* Data in this exercise:
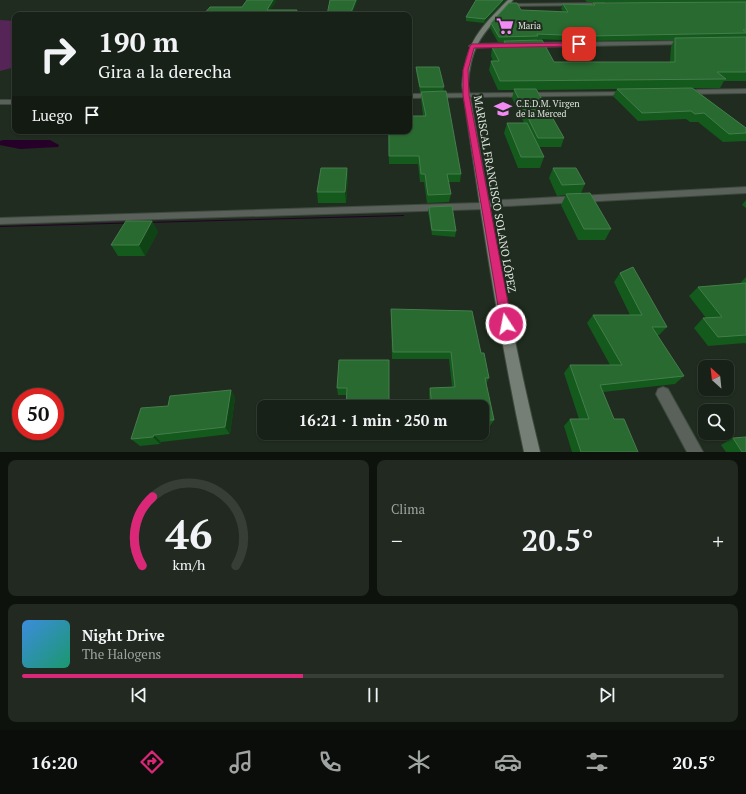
<!DOCTYPE html>
<html lang="es">
<head>
<meta charset="utf-8">
<style>
  body { margin:0; font-family:"PT Serif",serif; background:#212920; color:#f1f3f6; height:100vh; display:flex; flex-direction:column; font-size:15px; white-space:nowrap }
  * { box-sizing:border-box; margin:0 }
  p { font-size:13px; color:#9fa3a1 }
  .icon { flex:none; width:22px; height:22px; fill:none; stroke:currentColor; stroke-width:2; stroke-linecap:round; stroke-linejoin:round }
  .map { position:relative; height:452px; overflow:hidden }
  .drawer { display:flex; flex-direction:column; gap:8px; padding:8px; background:#0d120d; flex:1 }
  .drawer>* { flex:none }
  .guide { position:absolute; left:12px; top:12px; width:400px; height:122px; border-radius:8px; box-shadow:0 1px 3px #0004,0 0 0 1px #363e36; background:#182117; color:#f1f3f6; overflow:hidden }
  .needle { width:26px; rotate:333deg }
  .fabs { position:absolute; left:698px; top:360px; display:grid; gap:8px }
  .fabs a { display:grid; place-items:center; width:36px; height:36px; border-radius:8px; background:#182117; box-shadow:0 1px 3px #0004,0 0 0 1px #363e36; font-size:20px }
  .speed { position:absolute; left:12px; top:388px; display:flex; gap:8px; font-size:20px; font-weight:700; text-align:center }
  .speed>* { display:grid; place-content:center; width:52px; height:52px; border-radius:50%; background:#182117; box-shadow:0 1px 3px #0004,0 0 0 1px #363e36; line-height:1 }
  .speed .limit { border:6px solid #d22; background:#fff; color:#111 }
  .pin { position:absolute; display:grid; place-items:center; width:34px; height:34px; color:#fff; margin:-17px; border-radius:8px; box-shadow:0 2px 6px #0006 }
  .me { position:absolute; width:44px; margin:-22px; rotate:349deg; stroke-linejoin:round; filter:drop-shadow(0 0 3px #0008) }
  .turn { display:flex; align-items:center; gap:14px; height:84px; padding:0 20px; font-size:18px }
  .turn .icon { width:52px; height:52px; stroke-width:2.5 }
  .turn b { display:block; font-size:28px; line-height:34px }
  .then { display:flex; align-items:center; height:38px; padding:0 20px; background:#0003; gap:8px; font-size:15px }
  .big { font-size:30px; font-weight:800; line-height:1.1 }
  .drawer .widget { flex:1; display:flex; flex-direction:column; justify-content:center; gap:6px; min-width:0; padding:0 14px; border-radius:8px; background:#212920 }
  .drawer .dial { align-items:center; gap:0 }
  .dial svg { height:104px; overflow:visible; fill:none; stroke:#363e36; stroke-width:7; stroke-linecap:round; text-anchor:middle }
  .dial text { fill:#f1f3f6; stroke:none }
  .song { display:flex; align-items:center; gap:12px }
  .cover { width:48px; height:48px; border-radius:6px; background:linear-gradient(135deg,hsl(210 70% 55%),hsl(160 70% 35%)) }
  .played { height:4px; border-radius:2px; background:linear-gradient(90deg,#db2777 40%,#363e36 40%) }
  .keys { display:flex; justify-content:space-around; direction:ltr }
  .heat { display:flex; justify-content:space-between; align-items:center; font-size:22px; direction:ltr }
  .drawer .tiles { flex:1; display:grid; gap:8px; grid-template-columns:1fr 1fr }
  .widget:last-child { grid-column:span 2 }
  .trip { position:absolute; left:257px; top:400px; width:232px; height:40px; border-radius:8px; background:#182117; box-shadow:0 1px 3px #0004,0 0 0 1px #363e36; font-weight:800; line-height:40px; text-align:center }
  .menu { display:flex; height:64px; justify-content:space-around; align-items:center; background:#0a0d09; color:#9fa3a1 }
  .menu .icon { width:28px; height:28px }
  .menu .selected { color:#db2777 }
  .menu b { font-size:18px; color:#f1f3f6 }
  .map>svg:first-child { display:block }
  .green { fill:#552557 }
  .water { fill:#260028 }
  .lines { fill:none; stroke-linecap:round; stroke-linejoin:round }
  .street-casing { stroke:#3e4a3d; stroke-width:2 }
  .secondary-casing { stroke:#3e4a3d; stroke-width:2 }
  .street { fill:#5a605a; fill-rule:evenodd }
  .secondary { fill:#767f75; fill-rule:evenodd }
  .wall { fill:#135a1c; fill-rule:evenodd }
  .shaded-wall { fill:#0f4215 }
  .building { fill:#296a31; stroke:#457d4c }
  .route { fill:#db2777; stroke:#8e194d }
  .labels { text-anchor:middle; dominant-baseline:central; stroke-width:4; stroke-linejoin:round; paint-order:stroke }
  .far-poi-label { font-size:9px; fill:#dee6dd; stroke:#202c1f; text-anchor:start }
  .street-label { font-size:11px; fill:#dee6dd; stroke:#202c1f }
</style>
</head>
<body>
<div class="map">
<svg width="746" height="452" viewBox="0 0 746 452">
  <rect width="100%" height="100%" fill="#202c1f"/>
  <!-- green -->
  <path class="green" d="M0,20L15,21V67L0,71Z"/>
  <!-- water -->
  <path class="water" d="M34,140H50L59,145L58,147L20,149L0,145V141L3,140Z
    M404,215V216L0,227V226Z"/>
  <g class="lines">
    <!-- street casing -->
    <g class="street-casing">
      <path id="street" d="M604,3L606,5L507,6L505,5L507,4Z
        M686,41L689,43L688,44L532,47L529,45L532,43Z
        M516,43L519,45L518,46L472,48L469,46L472,44Z
        M746,89V93L684,94L681,92L684,90Z
        M630,92V94L628,95L409,98V94Z
        M0,100H15V104H0Z
        M746,187V193L489,207L485,209L0,224V218L480,203L484,201Z
        M663,387L668,389L703,452H687L656,394L658,389Z"/>
    </g>
    <!-- secondary casing -->
    <g class="secondary-casing">
      <path id="secondary" d="M508,0H513C486,32 471,40 468,85C490,208 510,331 540,452H524C498,331 480,207 462,85C465,43 480,28 508,0Z"/>
    </g>
    <!-- street -->
    <use href="#street" class="street"/>
    <!-- secondary -->
    <use href="#secondary" class="secondary"/>
  </g>
  <!-- wall -->
  <path class="wall" d="M506,0L484,23L466,21V17Z
    M585,0H746V2H587Z
    M746,2V81H724L720,88H693L746,128V141L723,142L698,122H690L686,119L638,121L613,96L617,89L537,90L564,138L561,147H539L544,157L540,168H518L504,133L507,123H524L512,98L514,90H498L489,70L491,61H493L491,56L492,47H502L503,42H498L490,28L491,23L521,10L563,11L561,9L563,4L592,5L593,3ZM537,39L587,41L674,40L671,47L670,62H554L537,40Z
    M416,67L444,87L443,92L461,174L460,182H448L451,194L449,202L427,203L424,182H420L418,164H389L388,131H409L423,116L421,99V92H420L416,71Z
    M117,131H138L137,132H117Z
    M347,168L348,179L346,203H318L317,192Z
    M553,168L585,184L581,193L611,229L605,240H578L561,205L566,195L557,196L549,178Z
    M746,200V208L742,205Z
    M429,207L456,231L455,237L432,235L428,212Z
    M152,221L158,232L145,256H118L111,245Z
    M620,273L667,327L659,335H657L684,376L675,384L603,392L614,419L638,452H572L564,426L570,419H579L564,373L570,365H610L587,323L593,315H630L614,282Z
    M746,277V344L745,343L708,346L694,328L703,318H706L689,296L698,287L741,283V282Z
    M391,309L481,353L489,378L486,384L494,420L490,426H482V407H430L429,394L430,388L452,387L449,359H392L391,316Z
    M339,360L389,407L347,395H338L337,388Z
    M231,390L235,398L230,434L161,442L160,444L140,446L131,439L168,406Z
    M733,438L746,452H726L721,445Z"/>
  <!-- shaded-wall -->
  <path class="shaded-wall" d="M273,0H276V2L267,15V10Z
    M356,0H358L352,15H350Z
    M503,0H506L484,23L485,19Z
    M347,168L348,179L346,203L345,192Z
    M152,221L158,232L145,256L139,245Z
    M231,390L235,398L230,434L225,427Z
    M154,435L161,442L160,444L153,437Z"/>
  <!-- building -->
  <path class="building" d="M247,0H273L267,10H297L295,15H203L210,7H242Z
    M330,0H356L350,15H327Z
    M476,0H503L485,19L466,17Z
    M746,2V30H743L746,32V33L589,36L537,34L538,36L499,37L491,23L509,3H517L521,10L568,12L563,4L595,5L593,3Z
    M746,37V72H717L726,79L500,81L491,61H499L492,47H507L504,41L542,40L554,62H675V38Z
    M416,67H439L444,87H420Z
    M692,88L746,128V133L729,134L704,113L695,114L691,111L642,113L617,89Z
    M514,89H536L564,138H538Z
    M446,91L461,174H447L451,194L428,195L425,174H421L419,156H389V131H409V116H426L421,92Z
    M507,123H527L544,157H521Z
    M321,168H347L345,192H317Z
    M553,168H576L585,184L562,185Z
    M590,193L611,229H584L566,194Z
    M452,206L456,231L432,230L429,207Z
    M126,221H152L139,245H111Z
    M633,267L667,327H652L684,376L600,385L614,419H624L638,452H581L570,419H589L570,365H622L593,315H642L620,273Z
    M746,283V335L718,337L703,318L722,317L698,287Z
    M391,309L472,311L481,353H484L489,378H485L494,420H482V407H432L430,388L455,387L451,352H393Z
    M339,360H389V407H346L347,388H337Z
    M231,390L225,427L154,435L153,437L131,439L141,408L168,406L170,396Z
    M746,437V452H742L733,438Z"/>
  <!-- route -->
  <path class="route" d="M579,43L580,46L474,48L468,70L469,95L512,324L510,328L506,329L502,328L501,324L463,95V70L470,46L472,44Z"/>
  <!-- icons -->
  <defs>
    <g id="supermarket-bare" transform="scale(1.38)"><path d="M-6-5.5h2.5l.6 2H6L4.5 2H-2.5L-4.4-4H-6ZM-1.5 3.2a1.3 1.3 0 1 0 .1 0ZM3 3.2a1.3 1.3 0 1 0 .1 0Z" fill="#f28af3" stroke="#202c1f" stroke-width="2.5" paint-order="stroke"/></g>
    <g id="school-bare" transform="scale(1.38)"><path d="M0-5L7-2L0 1L-7-2ZM-4 1L0 2.5L4 1V4Q0 6-4 4Z" fill="#f28af3" stroke="#202c1f" stroke-width="2.5" paint-order="stroke"/></g>
  </defs>
  <g fill-rule="evenodd">
    <use href="#supermarket-bare" x="505" y="26"/>
    <use href="#school-bare" x="503" y="109"/>
  </g>
  <g class="labels">
    <!-- far-poi labels -->
    <g class="far-poi-label">
      <text x="518" y="26">Maria</text>
      <text x="516" y="104">C.E.D.M. Virgen<tspan x="516" dy="10">de la Merced</tspan></text>
    </g>
    <!-- street labels -->
    <g class="street-label">
      <text transform="translate(495 194) rotate(80)">MARISCAL FRANCISCO SOLANO LÓPEZ</text>
    </g>
  </g>
</svg>
<div class="fabs">
<a><svg class="needle" viewBox="-14 -14 28 28"><path d="M0-13l5 13h-10z" fill="#e53935"/><path d="M0 13l5-13h-10z" fill="#9fa3a1"/></svg></a>
<a><svg class="icon" aria-label="search" viewBox="0 0 24 24"><circle cx="10" cy="10" r="6"/><path d="M15 15l6 6"/></svg></a>
</div>
<div class="speed"><div class="limit">50</div></div>
<div class="pin" style="left:579px;top:44px;background:#d93025"><svg class="icon" aria-label="arrive" viewBox="0 0 24 24"><path d="M6 21V4h12l-3 4 3 4H6"/></svg></div>
<svg class="me" style="left:506px;top:324px" viewBox="-20 -20 40 40"><circle r="17" fill="#db2777" stroke="#fff" stroke-width="3"/><path d="M0-11L8 9 0 5-8 9z" fill="#fff"/></svg>
<div class="trip">16:21 · 1 min · 250 m</div>
<div class="guide">
<div class="turn"><svg class="icon" aria-label="right" viewBox="0 0 24 24"><path d="M7 20v-9h11M14 6l5 5-5 5"/></svg><div><b>190 m</b>Gira a la derecha</div></div>
<div class="then">Luego<svg class="icon" aria-label="arrive" viewBox="0 0 24 24"><path d="M6 21V4h12l-3 4 3 4H6"/></svg></div>
</div>
</div>
<section class="drawer">
<div class="tiles">
<div class="widget dial"><svg viewBox="0 0 100 80">
<path d="M14 69A42 42 0 1 1 86 69"/>
<path d="M14 69A42 42 0 0 1 22 16" stroke="#db2777"/>
<text x="50" y="56" font-size="32" font-weight="700">46</text>
<text x="50" y="72" font-size="11">km/h</text>
</svg></div>
<div class="widget"><p>Clima</p>
<div class="heat"><a>−</a><b class="big">20.5°</b><a>+</a></div>
</div>
<div class="widget">
<div class="song"><i class="cover"></i><div><b>Night Drive</b><p>The Halogens</p></div></div>
<div class="played"></div>
<div class="keys"><svg class="icon" aria-label="previous" viewBox="0 0 24 24"><path d="M18 5L8 12l10 7zM5 5v14"/></svg><svg class="icon" aria-label="pause" viewBox="0 0 24 24"><path d="M8 5v14M16 5v14"/></svg><svg class="icon" aria-label="next" viewBox="0 0 24 24"><path d="M6 5l10 7-10 7zM19 5v14"/></svg></div>
</div>
</div>
</section>
<nav class="menu">
<b>16:20</b>
<svg class="icon selected" aria-label="directions" viewBox="0 0 24 24"><path d="M12 3l9 9-9 9-9-9zM9 14v-3h6M13 9l2 2-2 2"/></svg>
<svg class="icon" aria-label="music" viewBox="0 0 24 24"><path d="M9 18V5l10-2v13"/><circle cx="6" cy="18" r="3"/><circle cx="16" cy="16" r="3"/></svg>
<svg class="icon" aria-label="phone" viewBox="0 0 24 24"><path d="M5 4h4l2 5-3 2q2 4 5 5l2-3 5 2v4C11 20 4 13 5 4z"/></svg>
<svg class="icon" aria-label="climate" viewBox="0 0 24 24"><path d="M12 3v18M4 7l16 10M4 17L20 7"/></svg>
<svg class="icon" aria-label="car" viewBox="0 0 24 24"><path d="M5 17H2v-5l4-1 3-4h7l3 4 3 1v5h-3M9 17h6M6 11h13"/><circle cx="7" cy="17" r="2"/><circle cx="17" cy="17" r="2"/></svg>
<svg class="icon" aria-label="filters" viewBox="0 0 24 24"><path d="M4 7h16M4 17h16"/><circle cx="9" cy="7" r="2"/><circle cx="15" cy="17" r="2"/></svg>
<b>20.5°</b>
</nav>
</body>
</html>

* Required action:
What is needed is an exact retyping of the lines from the start of the data through the line with "background:#212920; color:#f1f3f6; height:100vh;", with both end lines kept and every picture left out.

* Solution below:
<!DOCTYPE html>
<html lang="es">
<head>
<meta charset="utf-8">
<style>
  body { margin:0; font-family:"PT Serif",serif; background:#212920; color:#f1f3f6; height:100vh; display:flex; flex-direction:column; font-size:15px; white-space:nowrap }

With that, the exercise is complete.